__Requirement__:
Scan the records below. Copy every line in which the word "linejoin" appears.

__Stored items__:
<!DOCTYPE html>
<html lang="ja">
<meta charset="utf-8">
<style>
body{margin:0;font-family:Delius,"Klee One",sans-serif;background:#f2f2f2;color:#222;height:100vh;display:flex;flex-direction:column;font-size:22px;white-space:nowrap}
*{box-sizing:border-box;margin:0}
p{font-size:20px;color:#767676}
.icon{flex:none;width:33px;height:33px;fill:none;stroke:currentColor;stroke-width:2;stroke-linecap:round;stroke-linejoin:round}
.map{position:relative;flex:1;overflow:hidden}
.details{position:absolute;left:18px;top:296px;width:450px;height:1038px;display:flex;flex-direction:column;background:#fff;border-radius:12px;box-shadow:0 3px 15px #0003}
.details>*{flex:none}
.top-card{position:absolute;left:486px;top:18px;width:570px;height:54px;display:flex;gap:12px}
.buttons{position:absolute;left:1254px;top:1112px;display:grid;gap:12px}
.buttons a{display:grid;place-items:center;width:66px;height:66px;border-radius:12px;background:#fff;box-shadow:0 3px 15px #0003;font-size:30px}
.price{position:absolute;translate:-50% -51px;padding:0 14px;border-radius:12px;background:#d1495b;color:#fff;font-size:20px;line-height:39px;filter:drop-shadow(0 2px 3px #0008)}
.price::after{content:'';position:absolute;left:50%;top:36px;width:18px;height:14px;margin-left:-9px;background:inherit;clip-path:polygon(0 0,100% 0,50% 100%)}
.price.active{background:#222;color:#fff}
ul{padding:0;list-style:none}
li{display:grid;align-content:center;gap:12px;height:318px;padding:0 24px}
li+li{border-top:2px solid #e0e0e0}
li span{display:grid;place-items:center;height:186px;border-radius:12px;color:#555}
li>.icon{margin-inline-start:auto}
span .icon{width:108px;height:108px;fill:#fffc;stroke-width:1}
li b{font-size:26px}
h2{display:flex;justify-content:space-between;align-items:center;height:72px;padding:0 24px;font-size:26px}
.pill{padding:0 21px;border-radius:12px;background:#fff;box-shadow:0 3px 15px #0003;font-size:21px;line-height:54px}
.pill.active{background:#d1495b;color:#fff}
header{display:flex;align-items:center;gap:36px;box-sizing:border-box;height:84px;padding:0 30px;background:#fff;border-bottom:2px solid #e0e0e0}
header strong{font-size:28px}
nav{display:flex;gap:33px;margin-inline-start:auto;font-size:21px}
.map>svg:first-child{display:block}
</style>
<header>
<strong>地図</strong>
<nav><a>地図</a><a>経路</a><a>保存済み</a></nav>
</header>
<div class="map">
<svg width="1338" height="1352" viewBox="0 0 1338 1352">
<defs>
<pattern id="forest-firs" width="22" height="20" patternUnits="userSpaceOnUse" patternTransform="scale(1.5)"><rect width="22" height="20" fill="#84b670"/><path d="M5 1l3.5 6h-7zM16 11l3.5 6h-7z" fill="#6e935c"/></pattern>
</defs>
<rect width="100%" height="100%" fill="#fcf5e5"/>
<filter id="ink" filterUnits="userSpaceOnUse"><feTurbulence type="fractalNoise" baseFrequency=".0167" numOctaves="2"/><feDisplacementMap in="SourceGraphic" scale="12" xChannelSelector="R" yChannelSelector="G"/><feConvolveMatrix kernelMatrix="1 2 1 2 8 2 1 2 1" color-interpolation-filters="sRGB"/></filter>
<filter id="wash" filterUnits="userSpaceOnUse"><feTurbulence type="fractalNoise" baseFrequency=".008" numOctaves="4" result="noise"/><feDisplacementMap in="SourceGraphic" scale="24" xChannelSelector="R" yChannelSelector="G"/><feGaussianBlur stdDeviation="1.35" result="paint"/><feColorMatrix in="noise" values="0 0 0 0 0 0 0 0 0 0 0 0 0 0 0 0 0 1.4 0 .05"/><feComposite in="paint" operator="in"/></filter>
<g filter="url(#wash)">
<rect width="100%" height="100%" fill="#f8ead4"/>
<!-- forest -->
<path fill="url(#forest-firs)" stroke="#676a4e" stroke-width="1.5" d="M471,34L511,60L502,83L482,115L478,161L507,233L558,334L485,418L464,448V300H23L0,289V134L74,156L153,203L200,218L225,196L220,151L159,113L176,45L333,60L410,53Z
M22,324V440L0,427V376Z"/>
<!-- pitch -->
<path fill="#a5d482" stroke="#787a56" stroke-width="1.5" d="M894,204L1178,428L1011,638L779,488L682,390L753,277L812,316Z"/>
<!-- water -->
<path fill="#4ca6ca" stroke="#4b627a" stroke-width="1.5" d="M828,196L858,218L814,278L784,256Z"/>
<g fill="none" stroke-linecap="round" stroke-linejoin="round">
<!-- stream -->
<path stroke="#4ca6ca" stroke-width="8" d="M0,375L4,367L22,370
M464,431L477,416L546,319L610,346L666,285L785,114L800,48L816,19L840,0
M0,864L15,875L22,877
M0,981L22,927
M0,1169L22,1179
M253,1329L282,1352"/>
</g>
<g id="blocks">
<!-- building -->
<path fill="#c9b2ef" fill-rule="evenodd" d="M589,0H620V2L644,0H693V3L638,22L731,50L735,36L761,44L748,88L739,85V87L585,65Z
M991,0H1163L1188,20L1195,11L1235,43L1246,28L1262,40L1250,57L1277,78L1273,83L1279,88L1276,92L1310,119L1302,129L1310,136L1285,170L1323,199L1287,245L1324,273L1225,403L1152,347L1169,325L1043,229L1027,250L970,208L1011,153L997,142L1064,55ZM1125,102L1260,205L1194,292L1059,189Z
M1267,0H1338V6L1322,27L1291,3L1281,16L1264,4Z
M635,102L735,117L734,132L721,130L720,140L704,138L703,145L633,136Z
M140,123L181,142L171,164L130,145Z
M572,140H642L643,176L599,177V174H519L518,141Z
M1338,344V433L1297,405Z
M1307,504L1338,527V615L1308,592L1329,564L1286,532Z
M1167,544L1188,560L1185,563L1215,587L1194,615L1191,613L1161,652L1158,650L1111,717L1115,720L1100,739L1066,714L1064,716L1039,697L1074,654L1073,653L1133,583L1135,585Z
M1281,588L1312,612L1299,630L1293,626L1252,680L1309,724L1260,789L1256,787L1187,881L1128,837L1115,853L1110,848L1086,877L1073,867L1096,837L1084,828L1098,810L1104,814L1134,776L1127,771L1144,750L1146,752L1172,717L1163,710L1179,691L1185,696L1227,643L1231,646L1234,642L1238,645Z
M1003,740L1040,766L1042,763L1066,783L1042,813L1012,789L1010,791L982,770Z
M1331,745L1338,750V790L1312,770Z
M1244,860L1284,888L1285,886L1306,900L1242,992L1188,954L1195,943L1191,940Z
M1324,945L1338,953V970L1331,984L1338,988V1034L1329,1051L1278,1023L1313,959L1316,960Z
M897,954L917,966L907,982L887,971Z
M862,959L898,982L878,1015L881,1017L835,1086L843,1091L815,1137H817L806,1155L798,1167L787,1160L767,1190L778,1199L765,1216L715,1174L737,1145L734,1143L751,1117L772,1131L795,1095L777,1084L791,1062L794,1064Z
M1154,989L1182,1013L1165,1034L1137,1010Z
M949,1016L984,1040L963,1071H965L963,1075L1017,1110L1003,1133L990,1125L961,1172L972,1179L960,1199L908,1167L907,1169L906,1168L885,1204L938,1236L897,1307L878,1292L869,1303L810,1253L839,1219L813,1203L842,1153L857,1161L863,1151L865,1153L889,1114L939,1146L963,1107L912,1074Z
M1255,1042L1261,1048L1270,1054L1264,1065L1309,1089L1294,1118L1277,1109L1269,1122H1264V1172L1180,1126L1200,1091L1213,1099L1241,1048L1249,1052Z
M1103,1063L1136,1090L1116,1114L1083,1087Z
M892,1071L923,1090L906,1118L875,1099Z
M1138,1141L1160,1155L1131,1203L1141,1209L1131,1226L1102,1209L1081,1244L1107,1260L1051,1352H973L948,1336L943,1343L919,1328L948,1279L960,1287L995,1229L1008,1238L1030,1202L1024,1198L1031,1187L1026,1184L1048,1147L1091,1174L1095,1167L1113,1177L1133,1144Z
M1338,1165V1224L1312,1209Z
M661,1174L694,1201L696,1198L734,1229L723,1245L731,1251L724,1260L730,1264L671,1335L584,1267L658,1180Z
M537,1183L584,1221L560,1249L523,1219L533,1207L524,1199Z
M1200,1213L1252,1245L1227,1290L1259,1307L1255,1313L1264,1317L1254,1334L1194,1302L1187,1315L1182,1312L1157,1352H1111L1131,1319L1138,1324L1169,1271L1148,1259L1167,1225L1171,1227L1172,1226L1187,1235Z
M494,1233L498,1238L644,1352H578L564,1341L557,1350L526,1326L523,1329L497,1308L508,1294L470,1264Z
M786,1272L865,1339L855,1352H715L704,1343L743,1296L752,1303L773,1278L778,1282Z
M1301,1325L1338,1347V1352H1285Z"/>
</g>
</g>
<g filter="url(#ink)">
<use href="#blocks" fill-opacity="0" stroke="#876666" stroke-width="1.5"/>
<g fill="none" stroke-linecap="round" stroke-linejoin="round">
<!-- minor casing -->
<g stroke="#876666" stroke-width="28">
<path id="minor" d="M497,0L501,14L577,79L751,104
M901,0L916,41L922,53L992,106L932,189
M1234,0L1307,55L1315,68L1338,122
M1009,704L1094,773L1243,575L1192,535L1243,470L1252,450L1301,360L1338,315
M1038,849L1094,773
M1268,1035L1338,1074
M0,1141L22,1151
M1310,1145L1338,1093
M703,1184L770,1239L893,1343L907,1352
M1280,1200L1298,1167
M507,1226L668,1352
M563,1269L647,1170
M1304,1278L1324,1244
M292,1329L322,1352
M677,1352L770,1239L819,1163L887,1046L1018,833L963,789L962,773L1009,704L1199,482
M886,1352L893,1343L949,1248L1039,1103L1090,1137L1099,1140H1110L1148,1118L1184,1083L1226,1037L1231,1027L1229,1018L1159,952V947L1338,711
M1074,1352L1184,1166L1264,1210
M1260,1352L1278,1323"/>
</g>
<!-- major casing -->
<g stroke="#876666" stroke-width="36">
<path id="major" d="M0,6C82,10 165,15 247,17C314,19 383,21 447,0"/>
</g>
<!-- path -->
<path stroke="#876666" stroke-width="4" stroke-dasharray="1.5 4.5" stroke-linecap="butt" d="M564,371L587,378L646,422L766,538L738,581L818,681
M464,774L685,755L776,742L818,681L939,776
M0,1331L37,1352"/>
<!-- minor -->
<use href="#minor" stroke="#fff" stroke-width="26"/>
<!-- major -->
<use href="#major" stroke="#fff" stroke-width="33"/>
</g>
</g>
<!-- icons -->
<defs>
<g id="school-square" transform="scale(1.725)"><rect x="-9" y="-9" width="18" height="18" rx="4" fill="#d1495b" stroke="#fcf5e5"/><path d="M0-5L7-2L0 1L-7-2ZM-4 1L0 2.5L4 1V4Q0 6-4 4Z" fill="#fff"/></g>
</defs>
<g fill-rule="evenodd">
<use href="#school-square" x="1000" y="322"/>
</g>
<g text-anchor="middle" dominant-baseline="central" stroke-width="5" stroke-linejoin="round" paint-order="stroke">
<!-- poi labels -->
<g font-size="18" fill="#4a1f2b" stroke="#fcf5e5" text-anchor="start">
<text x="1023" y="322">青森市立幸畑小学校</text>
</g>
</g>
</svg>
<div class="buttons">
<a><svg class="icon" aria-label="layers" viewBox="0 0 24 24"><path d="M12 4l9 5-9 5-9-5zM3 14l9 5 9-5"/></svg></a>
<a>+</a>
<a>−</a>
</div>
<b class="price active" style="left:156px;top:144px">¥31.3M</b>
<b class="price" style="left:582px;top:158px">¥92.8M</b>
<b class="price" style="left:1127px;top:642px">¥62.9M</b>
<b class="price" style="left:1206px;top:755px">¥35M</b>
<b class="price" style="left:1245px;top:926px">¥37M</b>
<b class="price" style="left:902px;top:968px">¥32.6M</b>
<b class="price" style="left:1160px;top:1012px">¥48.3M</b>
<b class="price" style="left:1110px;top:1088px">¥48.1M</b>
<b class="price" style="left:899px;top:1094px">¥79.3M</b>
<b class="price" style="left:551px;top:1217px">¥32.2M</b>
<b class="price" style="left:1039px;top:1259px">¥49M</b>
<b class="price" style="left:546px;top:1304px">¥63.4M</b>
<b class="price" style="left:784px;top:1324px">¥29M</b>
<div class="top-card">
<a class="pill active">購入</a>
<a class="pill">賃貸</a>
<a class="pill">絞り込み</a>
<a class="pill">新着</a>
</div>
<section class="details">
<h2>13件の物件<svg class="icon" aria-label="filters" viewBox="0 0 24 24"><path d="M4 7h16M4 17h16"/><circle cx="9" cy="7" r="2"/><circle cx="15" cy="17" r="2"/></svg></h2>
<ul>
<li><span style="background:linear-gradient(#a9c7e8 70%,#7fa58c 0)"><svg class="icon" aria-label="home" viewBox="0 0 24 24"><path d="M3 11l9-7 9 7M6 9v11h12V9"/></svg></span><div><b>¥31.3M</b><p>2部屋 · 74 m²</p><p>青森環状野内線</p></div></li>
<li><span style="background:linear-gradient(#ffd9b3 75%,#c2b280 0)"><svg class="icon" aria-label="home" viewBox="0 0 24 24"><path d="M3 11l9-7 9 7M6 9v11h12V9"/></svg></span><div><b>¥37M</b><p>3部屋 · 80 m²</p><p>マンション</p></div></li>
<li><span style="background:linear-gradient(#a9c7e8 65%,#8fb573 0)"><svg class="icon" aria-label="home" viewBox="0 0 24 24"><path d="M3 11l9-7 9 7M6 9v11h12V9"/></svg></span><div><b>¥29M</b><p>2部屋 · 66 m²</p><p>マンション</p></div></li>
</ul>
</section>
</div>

__Task result__:
.icon{flex:none;width:33px;height:33px;fill:none;stroke:currentColor;stroke-width:2;stroke-linecap:round;stroke-linejoin:round}
<g fill="none" stroke-linecap="round" stroke-linejoin="round">
<g fill="none" stroke-linecap="round" stroke-linejoin="round">
<g text-anchor="middle" dominant-baseline="central" stroke-width="5" stroke-linejoin="round" paint-order="stroke">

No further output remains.